Horleck & Horleck

Case

[2009] FamCAFC 181

25 August 2009


FAMILY COURT OF AUSTRALIA

HORLECK & HORLECK & ORS [2009] FamCAFC 181
FAMILY LAW – APPEAL – PRACTICE AND PROCEDURE – Application to adduce further evidence – Evidence available at the time of trial – Application made late in the appeal process – application refused
APPLICANT: Mrs Horleck
RESPONDENT 1: Mr Horleck
RESPONDENT 2: Ms Lyman-Horleck (in her capacity as Director of X Pty Ltd)
RESPONDENT 3: X Pty Ltd as Trustee for the H Trust
RESPONDENT 4: Ms Lyman-Horleck
RESPONDENT 5: Ms Cooper
APPEAL NUMBER: NA 71 of 2008
FILE NUMBER: BRC 8480 of 1994
DATE DELIVERED: 25 August 2009
PLACE DELIVERED: Brisbane
PLACE HEARD: Brisbane
JUDGMENT OF: Warnick J, May J, Barry J
HEARING DATE: 25 August 2009

REPRESENTATION

APPLICANT: Mrs Horleck appeared In person
RESPONDENTS : Mr Horleck, Ms Lyman-Horleck and Ms Cooper appeared in person

IT IS NOTED that publication of this judgment under the pseudonym Horleck & Horleck & Ors is approved pursuant to s 121(9)(g) of the Family Law Act 1975 (Cth)

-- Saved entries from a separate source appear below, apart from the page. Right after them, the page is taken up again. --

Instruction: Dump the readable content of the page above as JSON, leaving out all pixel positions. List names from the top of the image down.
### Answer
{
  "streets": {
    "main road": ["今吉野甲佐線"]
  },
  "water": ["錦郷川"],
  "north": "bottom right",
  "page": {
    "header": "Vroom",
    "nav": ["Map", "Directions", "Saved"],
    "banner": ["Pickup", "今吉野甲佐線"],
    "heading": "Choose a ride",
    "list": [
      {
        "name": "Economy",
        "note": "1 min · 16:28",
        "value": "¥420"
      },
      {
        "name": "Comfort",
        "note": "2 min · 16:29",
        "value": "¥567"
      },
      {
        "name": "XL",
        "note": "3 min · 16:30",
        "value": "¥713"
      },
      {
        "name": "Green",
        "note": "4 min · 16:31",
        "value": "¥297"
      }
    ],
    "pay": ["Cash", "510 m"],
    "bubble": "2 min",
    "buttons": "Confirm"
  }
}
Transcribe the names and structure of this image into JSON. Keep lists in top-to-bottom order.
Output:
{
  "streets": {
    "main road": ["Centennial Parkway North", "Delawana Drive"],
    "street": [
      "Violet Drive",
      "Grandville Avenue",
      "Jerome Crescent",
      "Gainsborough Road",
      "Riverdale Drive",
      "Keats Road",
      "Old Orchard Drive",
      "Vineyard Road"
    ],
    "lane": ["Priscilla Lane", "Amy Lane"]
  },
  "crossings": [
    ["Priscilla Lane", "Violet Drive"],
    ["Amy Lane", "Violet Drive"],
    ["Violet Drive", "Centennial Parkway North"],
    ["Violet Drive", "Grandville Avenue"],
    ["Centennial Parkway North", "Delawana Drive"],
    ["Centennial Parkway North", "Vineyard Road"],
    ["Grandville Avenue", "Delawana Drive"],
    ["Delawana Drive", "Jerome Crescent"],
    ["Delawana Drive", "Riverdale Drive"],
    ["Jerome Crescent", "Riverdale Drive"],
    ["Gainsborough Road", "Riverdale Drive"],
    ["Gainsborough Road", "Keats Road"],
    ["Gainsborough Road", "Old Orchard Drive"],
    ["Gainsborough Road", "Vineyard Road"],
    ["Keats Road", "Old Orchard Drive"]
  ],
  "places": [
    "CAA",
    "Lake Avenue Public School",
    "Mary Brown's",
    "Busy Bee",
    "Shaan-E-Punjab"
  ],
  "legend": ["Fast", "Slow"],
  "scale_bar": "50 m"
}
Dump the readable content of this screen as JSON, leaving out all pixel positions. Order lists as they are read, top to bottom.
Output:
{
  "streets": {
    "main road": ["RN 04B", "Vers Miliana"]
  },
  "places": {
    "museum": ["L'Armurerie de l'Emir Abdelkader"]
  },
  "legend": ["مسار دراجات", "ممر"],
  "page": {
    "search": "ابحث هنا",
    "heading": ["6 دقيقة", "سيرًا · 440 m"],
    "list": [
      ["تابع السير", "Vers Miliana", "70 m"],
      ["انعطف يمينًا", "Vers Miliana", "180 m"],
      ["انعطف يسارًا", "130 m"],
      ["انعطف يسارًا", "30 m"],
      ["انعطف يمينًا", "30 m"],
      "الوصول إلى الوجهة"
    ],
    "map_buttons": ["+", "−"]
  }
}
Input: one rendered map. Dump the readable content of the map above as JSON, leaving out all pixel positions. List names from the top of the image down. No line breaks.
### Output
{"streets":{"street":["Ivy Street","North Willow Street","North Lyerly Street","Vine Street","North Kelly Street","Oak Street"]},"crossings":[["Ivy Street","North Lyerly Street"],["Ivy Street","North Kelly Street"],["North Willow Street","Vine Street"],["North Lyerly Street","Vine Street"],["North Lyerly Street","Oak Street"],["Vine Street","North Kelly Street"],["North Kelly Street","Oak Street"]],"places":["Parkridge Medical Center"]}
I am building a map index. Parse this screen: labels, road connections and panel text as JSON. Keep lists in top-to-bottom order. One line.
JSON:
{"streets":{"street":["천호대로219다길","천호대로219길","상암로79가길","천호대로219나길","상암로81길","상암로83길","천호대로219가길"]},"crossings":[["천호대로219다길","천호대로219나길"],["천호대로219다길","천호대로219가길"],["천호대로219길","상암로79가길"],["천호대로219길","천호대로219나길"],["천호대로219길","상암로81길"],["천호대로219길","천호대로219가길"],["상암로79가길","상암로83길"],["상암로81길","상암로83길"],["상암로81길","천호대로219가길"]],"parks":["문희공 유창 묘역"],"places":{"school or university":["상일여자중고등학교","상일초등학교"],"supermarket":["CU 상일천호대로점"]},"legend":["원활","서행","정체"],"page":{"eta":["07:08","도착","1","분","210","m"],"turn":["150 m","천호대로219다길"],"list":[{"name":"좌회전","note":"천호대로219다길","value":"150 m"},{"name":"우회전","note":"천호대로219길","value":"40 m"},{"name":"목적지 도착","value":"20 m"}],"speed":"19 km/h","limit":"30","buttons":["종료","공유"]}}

THE FULL COURT OF THE FAMILY COURT OF AUSTRALIA AT BRISBANE

APPEAL NUMBER: NA71 of 2008
FILE NUMBER: BRC 8480 of 1994

Mrs HORLECK

Applicant

And

Mr HORLECK

Respondent 1

And

Ms LYMAN-HORLECK

Respondent 2; In her capacity as Director of X Pty Ltd

And

X Pty Ltd

Respondent 3

And

Ms LYMAN-HORLECK

Respondent 4

And

Ms COOPER

Respondent 5

EX TEMPORE

REASONS FOR JUDGMENT

WARNICK J

  1. At the resumption of this appeal hearing Mrs Horleck, the appellant, asks that we receive further evidence.  After some discussion about the purposes of further evidence before an appeal court, Mrs Horleck has confined her application to material referred to as JMH29 in her affidavit, filed 10 August 2009, which relates to any delay by her in taking proceedings arising out of non-compliance with orders of Butler J which are identified in the material before us.

  2. The material, in my view, does go to the question of delay in the broadest sense.  In other words it shows that the wife was making inquiries, perhaps even making attempts, to have something done about the situation that developed, insofar as orders were simply not being given effect as was anticipated, to put it at the least, and perhaps to say deliberate non-compliance at the worst.  But the matters covered by the letters are only a part of the many facts which, even from the material before us, though they may not be all the facts relating to delay, were much more extensive than simply what Mrs Horleck was doing in relation to seeking legal advice and attempts to gain legal aid in 1996, 1997 and 1999. 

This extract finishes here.